I was asked, in the previous discussion about code formatting, to
provide some research on the subject. I'm sorry I didn't get back to
that fast enough, but here we are.
We have a lot of data on this: Michael Hansen at Indiana University has
done a series of eye-tracking experiments regarding code formatting
standards and programmer efficiency and comprehension.

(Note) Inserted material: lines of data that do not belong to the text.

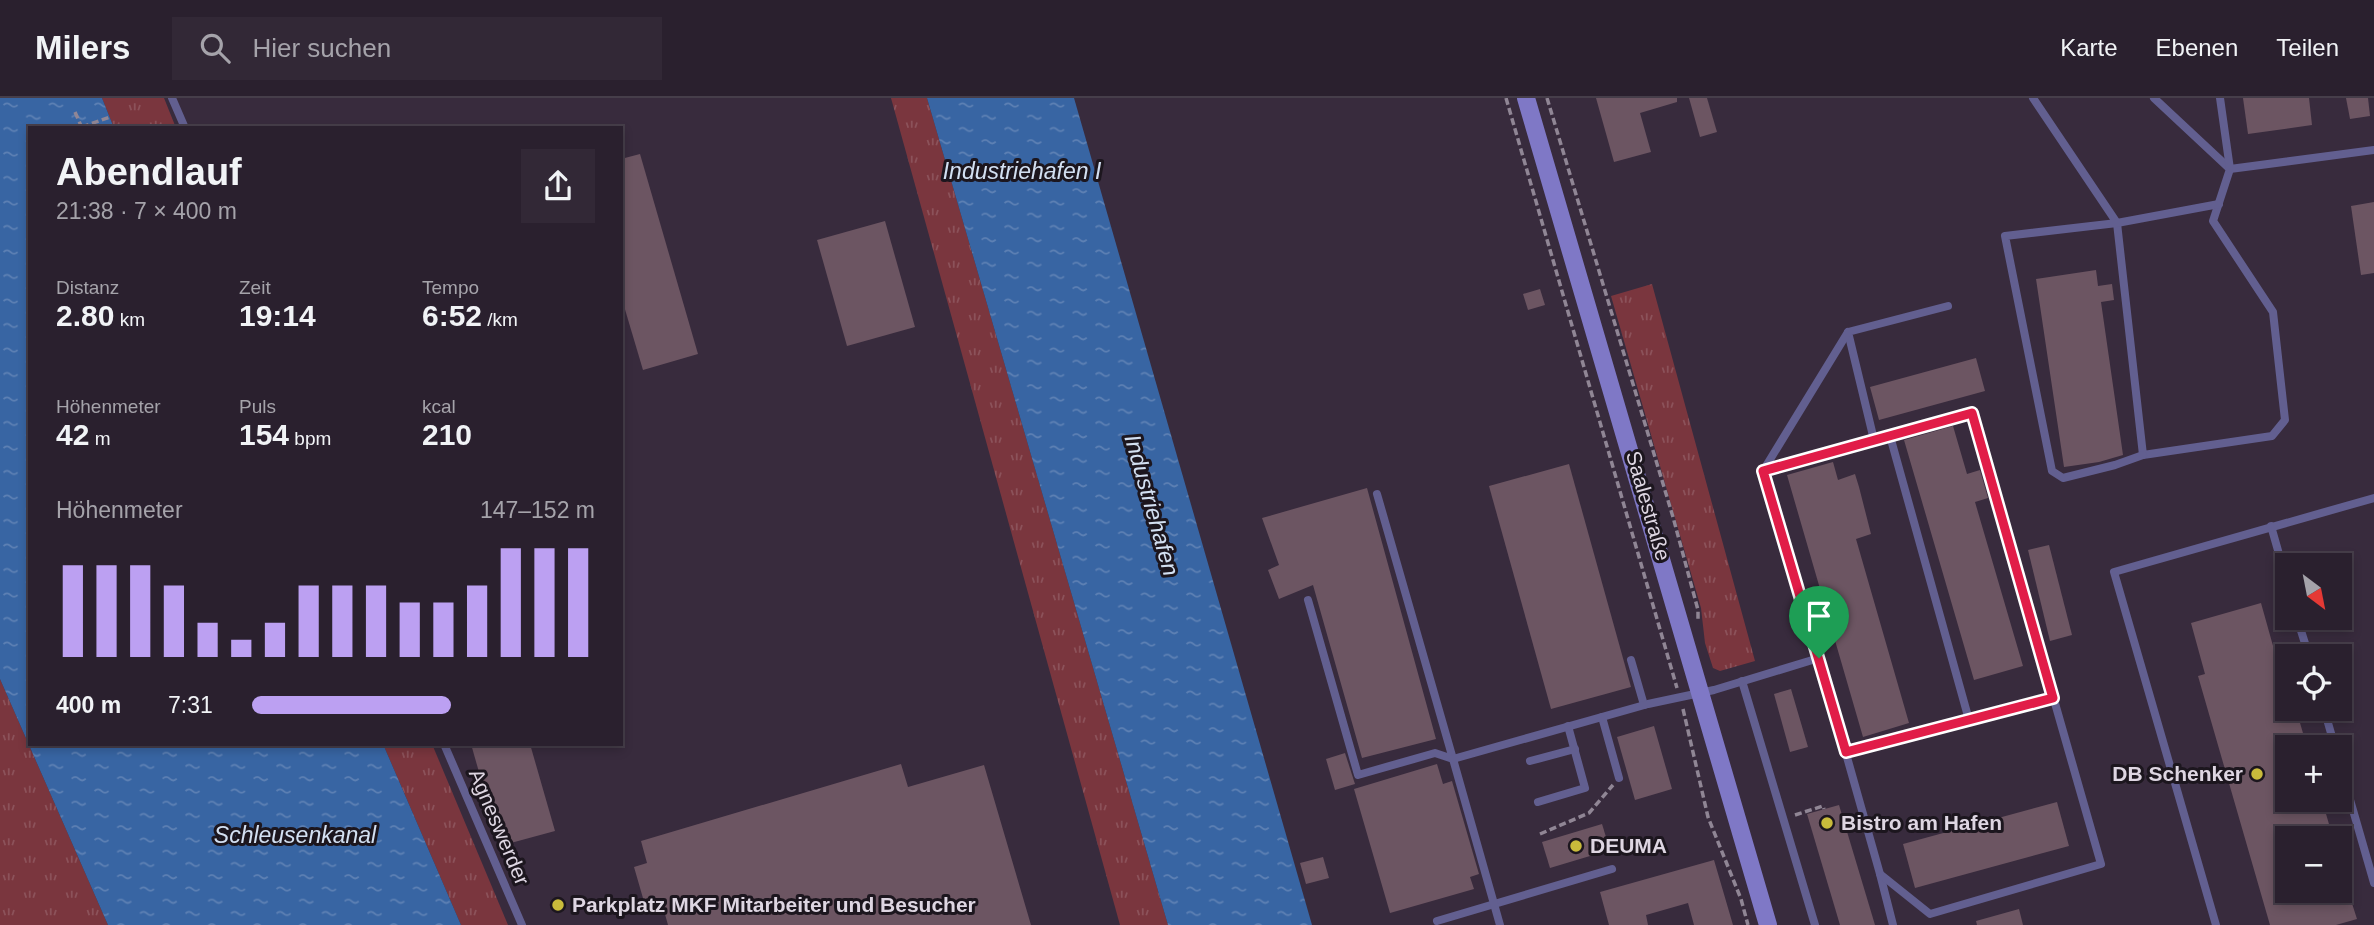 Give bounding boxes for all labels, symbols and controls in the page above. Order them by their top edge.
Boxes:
search box [172,17,662,80]
text: Milers [35,29,130,66]
icon: search [196,29,234,67]
text: Hier suchen [252,33,391,63]
text: Karte [2060,34,2118,61]
text: Ebenen [2156,34,2238,61]
text: Teilen [2276,34,2339,61]
button: share [521,149,595,223]
text: Abendlauf [56,151,242,193]
water label: Industriehafen I [943,158,1102,184]
text: 21:38 · 7 × 400 m [56,198,237,224]
text: Distanz [56,277,119,298]
text: Zeit [239,277,271,298]
text: Tempo [422,277,479,298]
text: 2.80 [56,299,114,332]
text: 19:14 [239,299,316,332]
text: 6:52 [422,299,482,332]
text: km [114,309,145,330]
text: /km [482,309,518,330]
text: Höhenmeter [56,396,161,417]
text: Puls [239,396,276,417]
text: kcal [422,396,456,417]
text: 42 [56,418,89,451]
text: 154 [239,418,289,451]
text: 210 [422,418,472,451]
text: m [89,428,110,449]
text: bpm [289,428,331,449]
water label: Industriehafen [1119,431,1185,579]
street label: Saalestraße [1622,448,1675,563]
text: Höhenmeter [56,497,183,523]
text: 147–152 m [480,497,595,523]
north arrow [2275,553,2352,630]
map controls [2275,553,2352,903]
pin [1789,586,1849,658]
icon: arrive [1800,597,1838,635]
button: locate [2275,644,2352,721]
text: 400 m [56,692,121,718]
text: 7:31 [168,692,213,718]
button: + [2275,735,2352,812]
place label: DB Schenker [2112,762,2243,785]
street label: Agneswerder [465,765,534,888]
marker: DB Schenker [2249,766,2265,782]
place label: Bistro am Hafen [1841,811,2002,834]
marker: Bistro am Hafen [1819,815,1835,831]
water label: Schleusenkanal [214,822,377,848]
button: − [2275,826,2352,903]
place label: DEUMA [1590,834,1667,857]
marker: DEUMA [1568,838,1584,854]
place label: Parkplatz MKF Mitarbeiter und Besucher [572,893,976,916]
marker: Parkplatz MKF Mitarbeiter und Besucher [550,897,566,913]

He's written a blog post about it here:
http://synesthesiam.com/posts/what-makes-code-hard-to-understand.html
...and the longer publication is here:
http://arxiv.org/pdf/1304.5257v2.pdf - linked from
http://arxiv.org/abs/1304.5257 if you want citation information or other
formats.
You should read the whole thing, obviously, but a few choice
observations include the fact that small inconsistencies in formatting
have been unequivocally proven to cause dramatic drops in comprehension
and productivity. Likewise, dead code or even just code that doesn't
follow logically from the code above it.
Another observation is that experienced programmers just don't read code
the same way novices do. Novices go word-by-word, line-by-line, and
veterans tend to jump around scanning for keywords and code blocks; the
kicker is that when experienced software engineers see a file or code
block that's in an inconsistent _or just unfamiliar_ format, their
brains kick them out of their block-analysis mode and they have to go
back to reading line by line.
You can actually _see this happen_ with eye tracking software, is the
amazing thing.
The implication, relevant to individual employees and community
contributors as well as Mozilla as a fast-moving organization, is that:
- by not having a single coding standard we are making it a lot more
expensive and error-prone for contributors and employees to move from
one part of the project to another, and
- those costs are very real and largely hidden.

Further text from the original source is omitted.